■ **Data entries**
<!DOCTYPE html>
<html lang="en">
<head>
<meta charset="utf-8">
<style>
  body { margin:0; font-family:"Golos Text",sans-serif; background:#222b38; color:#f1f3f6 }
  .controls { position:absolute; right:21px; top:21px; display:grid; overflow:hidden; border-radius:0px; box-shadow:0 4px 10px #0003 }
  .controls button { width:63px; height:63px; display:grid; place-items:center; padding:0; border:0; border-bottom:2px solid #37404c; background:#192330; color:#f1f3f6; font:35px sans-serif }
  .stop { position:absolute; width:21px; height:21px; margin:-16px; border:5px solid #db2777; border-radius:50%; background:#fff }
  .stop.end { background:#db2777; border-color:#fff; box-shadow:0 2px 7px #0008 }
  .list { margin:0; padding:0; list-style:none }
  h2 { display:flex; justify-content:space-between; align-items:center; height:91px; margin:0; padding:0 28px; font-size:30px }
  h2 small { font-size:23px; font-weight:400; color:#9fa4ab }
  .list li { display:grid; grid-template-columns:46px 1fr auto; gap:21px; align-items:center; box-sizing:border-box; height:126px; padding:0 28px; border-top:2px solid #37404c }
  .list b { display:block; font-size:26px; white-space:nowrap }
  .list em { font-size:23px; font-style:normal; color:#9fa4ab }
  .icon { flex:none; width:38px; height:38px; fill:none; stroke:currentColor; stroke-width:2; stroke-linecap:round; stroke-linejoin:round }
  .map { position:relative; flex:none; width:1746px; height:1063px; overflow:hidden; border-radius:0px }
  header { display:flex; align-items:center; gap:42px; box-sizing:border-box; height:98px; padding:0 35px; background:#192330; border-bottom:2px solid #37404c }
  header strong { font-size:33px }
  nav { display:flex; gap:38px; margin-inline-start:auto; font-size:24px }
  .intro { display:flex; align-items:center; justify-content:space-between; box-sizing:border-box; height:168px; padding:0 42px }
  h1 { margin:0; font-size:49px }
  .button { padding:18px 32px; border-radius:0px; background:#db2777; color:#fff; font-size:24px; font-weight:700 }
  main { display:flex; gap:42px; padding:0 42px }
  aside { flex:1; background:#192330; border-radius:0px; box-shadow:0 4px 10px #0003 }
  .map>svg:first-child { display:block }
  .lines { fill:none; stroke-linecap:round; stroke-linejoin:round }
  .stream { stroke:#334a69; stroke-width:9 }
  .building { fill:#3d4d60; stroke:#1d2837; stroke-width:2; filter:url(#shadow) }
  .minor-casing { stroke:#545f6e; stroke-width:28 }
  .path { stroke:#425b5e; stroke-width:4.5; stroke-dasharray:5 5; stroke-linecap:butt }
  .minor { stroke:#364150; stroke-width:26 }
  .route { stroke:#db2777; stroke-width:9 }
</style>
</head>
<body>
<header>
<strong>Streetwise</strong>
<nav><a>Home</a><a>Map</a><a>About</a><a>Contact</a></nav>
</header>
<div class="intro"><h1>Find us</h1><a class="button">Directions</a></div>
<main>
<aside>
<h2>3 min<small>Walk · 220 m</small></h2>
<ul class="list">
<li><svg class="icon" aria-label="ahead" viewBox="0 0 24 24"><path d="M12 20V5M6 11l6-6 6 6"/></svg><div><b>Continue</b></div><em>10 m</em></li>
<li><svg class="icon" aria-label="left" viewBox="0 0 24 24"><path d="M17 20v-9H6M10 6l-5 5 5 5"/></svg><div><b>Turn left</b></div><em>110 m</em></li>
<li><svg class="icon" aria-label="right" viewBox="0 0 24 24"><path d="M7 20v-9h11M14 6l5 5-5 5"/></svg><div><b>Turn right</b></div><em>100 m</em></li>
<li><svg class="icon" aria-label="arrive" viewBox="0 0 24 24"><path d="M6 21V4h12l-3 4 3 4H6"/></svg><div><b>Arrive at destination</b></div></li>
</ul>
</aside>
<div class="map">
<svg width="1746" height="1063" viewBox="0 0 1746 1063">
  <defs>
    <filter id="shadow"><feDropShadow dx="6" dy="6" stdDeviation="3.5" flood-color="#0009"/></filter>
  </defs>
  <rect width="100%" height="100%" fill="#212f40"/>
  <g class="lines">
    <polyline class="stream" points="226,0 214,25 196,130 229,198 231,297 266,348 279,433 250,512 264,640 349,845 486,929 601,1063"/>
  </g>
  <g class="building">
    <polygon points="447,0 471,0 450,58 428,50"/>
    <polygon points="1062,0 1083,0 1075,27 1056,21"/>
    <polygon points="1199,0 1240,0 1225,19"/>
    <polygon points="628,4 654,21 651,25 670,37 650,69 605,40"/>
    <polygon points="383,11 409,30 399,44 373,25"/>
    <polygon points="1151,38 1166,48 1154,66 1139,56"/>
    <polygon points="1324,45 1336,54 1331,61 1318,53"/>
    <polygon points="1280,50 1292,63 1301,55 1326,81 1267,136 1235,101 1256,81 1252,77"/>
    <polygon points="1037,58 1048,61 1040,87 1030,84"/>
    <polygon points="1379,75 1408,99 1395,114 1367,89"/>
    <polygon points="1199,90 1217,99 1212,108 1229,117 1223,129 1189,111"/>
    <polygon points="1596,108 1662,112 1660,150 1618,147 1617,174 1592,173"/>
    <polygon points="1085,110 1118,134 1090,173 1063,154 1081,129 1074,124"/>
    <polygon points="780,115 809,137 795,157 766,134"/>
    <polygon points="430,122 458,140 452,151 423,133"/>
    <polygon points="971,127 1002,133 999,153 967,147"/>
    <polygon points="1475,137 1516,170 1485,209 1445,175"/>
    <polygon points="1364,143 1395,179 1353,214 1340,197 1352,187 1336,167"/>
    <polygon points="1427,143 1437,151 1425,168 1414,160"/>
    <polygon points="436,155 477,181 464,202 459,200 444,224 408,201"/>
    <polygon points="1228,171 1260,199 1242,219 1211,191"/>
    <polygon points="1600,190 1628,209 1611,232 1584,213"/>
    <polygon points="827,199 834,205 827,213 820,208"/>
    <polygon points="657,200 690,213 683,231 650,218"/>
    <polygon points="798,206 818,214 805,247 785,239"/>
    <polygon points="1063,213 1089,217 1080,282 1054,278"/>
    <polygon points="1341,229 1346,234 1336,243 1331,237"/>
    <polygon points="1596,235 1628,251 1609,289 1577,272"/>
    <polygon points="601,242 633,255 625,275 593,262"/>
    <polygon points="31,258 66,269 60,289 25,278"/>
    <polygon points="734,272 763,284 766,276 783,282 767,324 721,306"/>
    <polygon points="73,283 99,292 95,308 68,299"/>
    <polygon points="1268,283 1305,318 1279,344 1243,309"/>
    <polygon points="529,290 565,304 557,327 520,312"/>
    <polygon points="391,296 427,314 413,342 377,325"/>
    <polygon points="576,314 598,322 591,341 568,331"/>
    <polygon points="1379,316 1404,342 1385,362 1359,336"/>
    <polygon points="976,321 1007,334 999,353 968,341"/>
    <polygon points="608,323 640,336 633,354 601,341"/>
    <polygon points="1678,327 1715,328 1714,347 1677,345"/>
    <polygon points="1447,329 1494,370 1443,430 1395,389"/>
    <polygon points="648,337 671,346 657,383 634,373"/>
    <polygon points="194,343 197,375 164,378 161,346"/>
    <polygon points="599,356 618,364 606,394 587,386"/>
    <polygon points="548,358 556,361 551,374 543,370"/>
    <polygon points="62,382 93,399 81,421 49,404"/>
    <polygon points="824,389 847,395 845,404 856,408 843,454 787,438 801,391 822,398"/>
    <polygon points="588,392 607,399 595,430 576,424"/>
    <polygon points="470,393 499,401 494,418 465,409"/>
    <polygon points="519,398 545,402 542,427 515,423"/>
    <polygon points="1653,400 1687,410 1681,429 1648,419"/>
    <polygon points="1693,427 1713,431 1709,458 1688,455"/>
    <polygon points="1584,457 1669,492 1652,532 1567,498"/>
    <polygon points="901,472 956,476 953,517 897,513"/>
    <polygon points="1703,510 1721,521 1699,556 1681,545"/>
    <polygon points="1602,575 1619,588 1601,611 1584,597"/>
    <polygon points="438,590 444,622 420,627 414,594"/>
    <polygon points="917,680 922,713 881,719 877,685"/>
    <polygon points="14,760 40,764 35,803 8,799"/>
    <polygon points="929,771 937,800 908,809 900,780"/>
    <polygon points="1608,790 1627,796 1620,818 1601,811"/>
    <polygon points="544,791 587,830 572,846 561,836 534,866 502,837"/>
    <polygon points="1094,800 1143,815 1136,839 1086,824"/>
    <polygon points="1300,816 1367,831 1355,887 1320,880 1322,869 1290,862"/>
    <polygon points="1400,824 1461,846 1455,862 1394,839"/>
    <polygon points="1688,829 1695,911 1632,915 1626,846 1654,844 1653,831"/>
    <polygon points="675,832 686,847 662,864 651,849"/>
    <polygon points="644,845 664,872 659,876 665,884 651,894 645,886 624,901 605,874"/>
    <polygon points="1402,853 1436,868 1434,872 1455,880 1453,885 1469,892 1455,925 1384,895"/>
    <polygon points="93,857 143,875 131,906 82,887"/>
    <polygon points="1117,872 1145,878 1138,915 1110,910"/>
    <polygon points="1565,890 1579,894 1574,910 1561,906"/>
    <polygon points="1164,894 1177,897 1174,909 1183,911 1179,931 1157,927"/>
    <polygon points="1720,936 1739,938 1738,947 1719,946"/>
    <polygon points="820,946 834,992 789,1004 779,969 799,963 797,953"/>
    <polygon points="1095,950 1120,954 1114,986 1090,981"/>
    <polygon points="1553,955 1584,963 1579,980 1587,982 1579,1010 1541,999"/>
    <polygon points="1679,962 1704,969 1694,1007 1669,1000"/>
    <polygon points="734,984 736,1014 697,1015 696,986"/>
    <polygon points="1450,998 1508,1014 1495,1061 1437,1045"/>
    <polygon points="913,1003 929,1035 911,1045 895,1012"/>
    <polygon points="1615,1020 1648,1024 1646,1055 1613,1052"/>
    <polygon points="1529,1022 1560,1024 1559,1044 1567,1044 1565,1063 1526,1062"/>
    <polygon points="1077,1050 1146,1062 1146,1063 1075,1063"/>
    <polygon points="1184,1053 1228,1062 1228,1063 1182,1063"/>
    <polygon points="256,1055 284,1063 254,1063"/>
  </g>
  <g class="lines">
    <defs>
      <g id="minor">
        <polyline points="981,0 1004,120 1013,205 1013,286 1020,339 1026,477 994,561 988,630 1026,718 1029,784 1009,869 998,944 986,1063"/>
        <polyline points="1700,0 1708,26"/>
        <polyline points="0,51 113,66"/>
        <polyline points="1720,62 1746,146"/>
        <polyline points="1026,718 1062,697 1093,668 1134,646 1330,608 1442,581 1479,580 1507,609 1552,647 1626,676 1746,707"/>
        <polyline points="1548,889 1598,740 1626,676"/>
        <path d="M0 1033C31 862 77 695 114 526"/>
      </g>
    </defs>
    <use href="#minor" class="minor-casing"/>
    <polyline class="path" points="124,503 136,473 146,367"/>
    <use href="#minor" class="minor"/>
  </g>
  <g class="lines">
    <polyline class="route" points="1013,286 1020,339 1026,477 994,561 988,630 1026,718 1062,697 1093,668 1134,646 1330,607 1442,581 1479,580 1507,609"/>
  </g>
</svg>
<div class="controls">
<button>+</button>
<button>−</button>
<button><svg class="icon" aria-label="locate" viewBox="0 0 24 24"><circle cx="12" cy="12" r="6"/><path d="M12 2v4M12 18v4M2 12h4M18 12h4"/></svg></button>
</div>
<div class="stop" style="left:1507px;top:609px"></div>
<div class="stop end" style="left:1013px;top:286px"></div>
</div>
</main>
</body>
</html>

■ **What you should do**
Gather and copy every line of the data in which the string "list" is found.

■ **Written answer**
  .list { margin:0; padding:0; list-style:none }
  .list li { display:grid; grid-template-columns:46px 1fr auto; gap:21px; align-items:center; box-sizing:border-box; height:126px; padding:0 28px; border-top:2px solid #37404c }
  .list b { display:block; font-size:26px; white-space:nowrap }
  .list em { font-size:23px; font-style:normal; color:#9fa4ab }
<ul class="list">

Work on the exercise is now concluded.